_Directions:_
Return each line of the material below exactly. Begin at the first and end on the line with "filter:drop-shadow(0 0 2px".

════════

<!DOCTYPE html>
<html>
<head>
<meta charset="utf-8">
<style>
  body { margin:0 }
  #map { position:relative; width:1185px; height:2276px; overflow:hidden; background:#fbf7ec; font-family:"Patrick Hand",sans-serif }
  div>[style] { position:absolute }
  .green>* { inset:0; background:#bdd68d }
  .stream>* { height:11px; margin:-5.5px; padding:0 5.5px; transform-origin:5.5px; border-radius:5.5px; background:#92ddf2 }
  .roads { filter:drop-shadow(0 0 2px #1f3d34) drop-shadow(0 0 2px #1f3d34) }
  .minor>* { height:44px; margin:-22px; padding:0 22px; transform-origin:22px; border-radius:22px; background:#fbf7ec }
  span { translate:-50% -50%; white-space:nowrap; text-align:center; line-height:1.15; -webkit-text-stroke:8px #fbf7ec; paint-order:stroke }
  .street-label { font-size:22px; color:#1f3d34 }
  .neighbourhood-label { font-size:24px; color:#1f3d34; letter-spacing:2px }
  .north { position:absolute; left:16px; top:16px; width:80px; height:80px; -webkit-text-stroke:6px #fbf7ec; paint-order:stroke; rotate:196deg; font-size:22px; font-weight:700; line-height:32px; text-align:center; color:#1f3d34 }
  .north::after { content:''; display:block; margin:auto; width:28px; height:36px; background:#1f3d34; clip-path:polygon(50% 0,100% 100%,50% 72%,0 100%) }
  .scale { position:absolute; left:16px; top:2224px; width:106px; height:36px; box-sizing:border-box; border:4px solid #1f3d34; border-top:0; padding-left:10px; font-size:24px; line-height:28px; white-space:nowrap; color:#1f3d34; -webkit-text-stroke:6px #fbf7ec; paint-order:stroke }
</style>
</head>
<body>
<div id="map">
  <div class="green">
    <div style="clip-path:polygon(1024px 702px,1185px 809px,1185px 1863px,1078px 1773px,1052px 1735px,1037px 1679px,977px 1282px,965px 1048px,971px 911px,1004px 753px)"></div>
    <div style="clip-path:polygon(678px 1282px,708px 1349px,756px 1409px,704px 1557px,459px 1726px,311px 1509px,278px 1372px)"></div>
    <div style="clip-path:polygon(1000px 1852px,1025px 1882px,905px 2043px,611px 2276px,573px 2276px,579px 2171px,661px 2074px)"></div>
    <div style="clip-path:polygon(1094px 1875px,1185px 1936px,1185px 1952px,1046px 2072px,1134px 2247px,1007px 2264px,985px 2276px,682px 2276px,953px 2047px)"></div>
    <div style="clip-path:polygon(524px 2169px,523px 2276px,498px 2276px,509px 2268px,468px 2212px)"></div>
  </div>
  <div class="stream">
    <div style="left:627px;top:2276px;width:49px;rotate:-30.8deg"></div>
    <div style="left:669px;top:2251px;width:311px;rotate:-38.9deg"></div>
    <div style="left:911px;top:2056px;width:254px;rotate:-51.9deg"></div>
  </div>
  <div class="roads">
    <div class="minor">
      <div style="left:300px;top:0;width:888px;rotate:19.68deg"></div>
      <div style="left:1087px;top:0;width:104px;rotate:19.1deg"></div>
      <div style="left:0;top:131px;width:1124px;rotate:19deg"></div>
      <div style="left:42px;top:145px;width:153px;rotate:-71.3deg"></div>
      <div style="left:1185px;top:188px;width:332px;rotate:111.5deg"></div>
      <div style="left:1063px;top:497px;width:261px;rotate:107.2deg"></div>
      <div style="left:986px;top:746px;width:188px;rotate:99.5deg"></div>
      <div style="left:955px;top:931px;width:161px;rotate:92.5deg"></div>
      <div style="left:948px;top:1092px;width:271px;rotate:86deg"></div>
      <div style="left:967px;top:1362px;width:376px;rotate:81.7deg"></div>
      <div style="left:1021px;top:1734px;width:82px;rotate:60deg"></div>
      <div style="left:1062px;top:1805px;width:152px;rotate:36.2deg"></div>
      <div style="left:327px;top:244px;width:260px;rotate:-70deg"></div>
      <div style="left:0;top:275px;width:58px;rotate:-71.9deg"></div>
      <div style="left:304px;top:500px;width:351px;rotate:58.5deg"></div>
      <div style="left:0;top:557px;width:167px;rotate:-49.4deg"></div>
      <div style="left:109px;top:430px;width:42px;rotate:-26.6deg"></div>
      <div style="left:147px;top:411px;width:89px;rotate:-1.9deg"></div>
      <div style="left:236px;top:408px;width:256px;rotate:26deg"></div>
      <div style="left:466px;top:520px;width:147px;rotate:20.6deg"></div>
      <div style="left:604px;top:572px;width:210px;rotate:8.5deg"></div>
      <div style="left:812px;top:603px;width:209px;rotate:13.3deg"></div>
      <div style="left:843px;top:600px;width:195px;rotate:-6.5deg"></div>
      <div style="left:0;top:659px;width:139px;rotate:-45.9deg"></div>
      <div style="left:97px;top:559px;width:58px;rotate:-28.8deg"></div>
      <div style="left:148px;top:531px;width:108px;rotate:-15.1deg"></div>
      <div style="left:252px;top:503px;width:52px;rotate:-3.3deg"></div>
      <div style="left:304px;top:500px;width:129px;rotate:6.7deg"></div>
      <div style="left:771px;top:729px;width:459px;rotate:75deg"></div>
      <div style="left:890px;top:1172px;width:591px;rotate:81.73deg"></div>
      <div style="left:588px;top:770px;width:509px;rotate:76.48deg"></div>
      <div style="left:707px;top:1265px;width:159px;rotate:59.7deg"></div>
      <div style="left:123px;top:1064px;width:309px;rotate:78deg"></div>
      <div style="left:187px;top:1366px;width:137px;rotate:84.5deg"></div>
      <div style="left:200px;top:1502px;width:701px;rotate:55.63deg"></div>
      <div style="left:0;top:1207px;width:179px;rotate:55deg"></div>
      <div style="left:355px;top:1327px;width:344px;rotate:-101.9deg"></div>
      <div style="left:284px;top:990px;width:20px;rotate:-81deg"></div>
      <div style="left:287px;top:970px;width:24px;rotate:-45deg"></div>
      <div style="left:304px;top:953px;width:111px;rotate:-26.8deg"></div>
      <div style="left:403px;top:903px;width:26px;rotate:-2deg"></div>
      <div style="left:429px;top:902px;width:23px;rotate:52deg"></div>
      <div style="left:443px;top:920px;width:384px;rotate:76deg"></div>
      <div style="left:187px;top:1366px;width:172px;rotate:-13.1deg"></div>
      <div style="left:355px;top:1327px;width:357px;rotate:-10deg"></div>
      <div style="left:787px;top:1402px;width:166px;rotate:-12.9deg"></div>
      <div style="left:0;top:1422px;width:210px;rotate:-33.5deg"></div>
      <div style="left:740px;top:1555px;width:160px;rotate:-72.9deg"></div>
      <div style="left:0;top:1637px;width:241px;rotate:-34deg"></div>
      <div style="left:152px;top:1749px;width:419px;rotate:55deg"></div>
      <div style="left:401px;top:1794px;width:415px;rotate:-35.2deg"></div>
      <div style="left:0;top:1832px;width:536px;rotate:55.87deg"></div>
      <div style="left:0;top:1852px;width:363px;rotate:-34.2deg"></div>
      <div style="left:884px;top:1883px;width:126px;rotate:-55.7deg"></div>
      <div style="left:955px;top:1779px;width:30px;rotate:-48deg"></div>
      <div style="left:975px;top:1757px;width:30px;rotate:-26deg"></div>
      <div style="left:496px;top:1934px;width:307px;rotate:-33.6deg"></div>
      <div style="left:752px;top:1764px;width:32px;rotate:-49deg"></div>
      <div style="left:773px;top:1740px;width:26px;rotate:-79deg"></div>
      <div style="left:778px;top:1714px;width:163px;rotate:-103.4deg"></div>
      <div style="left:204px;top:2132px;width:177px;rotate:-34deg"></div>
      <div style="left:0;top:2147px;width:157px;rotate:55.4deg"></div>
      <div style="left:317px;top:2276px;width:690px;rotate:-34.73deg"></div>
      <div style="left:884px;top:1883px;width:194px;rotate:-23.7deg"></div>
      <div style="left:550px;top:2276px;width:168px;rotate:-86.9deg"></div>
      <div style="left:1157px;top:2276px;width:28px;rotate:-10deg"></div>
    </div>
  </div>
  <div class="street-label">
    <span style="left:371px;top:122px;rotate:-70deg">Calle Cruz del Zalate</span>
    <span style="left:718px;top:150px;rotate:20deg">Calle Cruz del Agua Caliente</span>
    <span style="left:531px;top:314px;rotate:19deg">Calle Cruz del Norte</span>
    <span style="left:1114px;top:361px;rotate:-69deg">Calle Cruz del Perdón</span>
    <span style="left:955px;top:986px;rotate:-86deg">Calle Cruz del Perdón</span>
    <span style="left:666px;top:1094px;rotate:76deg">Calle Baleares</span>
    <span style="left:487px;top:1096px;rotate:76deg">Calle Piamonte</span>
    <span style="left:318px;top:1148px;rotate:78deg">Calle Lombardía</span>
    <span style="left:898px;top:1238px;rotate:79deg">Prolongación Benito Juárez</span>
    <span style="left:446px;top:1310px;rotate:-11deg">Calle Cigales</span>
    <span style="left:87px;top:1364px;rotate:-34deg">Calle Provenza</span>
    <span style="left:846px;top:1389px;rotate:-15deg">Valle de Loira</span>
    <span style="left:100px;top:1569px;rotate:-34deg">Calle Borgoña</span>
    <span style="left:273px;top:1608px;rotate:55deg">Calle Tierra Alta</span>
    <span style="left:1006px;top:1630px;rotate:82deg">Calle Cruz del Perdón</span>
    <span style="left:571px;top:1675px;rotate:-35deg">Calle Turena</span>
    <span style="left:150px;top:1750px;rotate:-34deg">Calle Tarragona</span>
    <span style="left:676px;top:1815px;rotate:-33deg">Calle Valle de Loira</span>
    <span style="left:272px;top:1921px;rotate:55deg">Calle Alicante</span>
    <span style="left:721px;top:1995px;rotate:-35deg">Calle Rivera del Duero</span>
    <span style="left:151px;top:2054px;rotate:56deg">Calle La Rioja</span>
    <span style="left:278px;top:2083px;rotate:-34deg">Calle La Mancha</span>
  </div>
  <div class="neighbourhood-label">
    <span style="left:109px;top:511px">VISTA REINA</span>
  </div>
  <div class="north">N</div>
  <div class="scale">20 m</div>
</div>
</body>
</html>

════════

_Solution to the problem:_
<!DOCTYPE html>
<html>
<head>
<meta charset="utf-8">
<style>
  body { margin:0 }
  #map { position:relative; width:1185px; height:2276px; overflow:hidden; background:#fbf7ec; font-family:"Patrick Hand",sans-serif }
  div>[style] { position:absolute }
  .green>* { inset:0; background:#bdd68d }
  .stream>* { height:11px; margin:-5.5px; padding:0 5.5px; transform-origin:5.5px; border-radius:5.5px; background:#92ddf2 }
  .roads { filter:drop-shadow(0 0 2px #1f3d34) drop-shadow(0 0 2px #1f3d34) }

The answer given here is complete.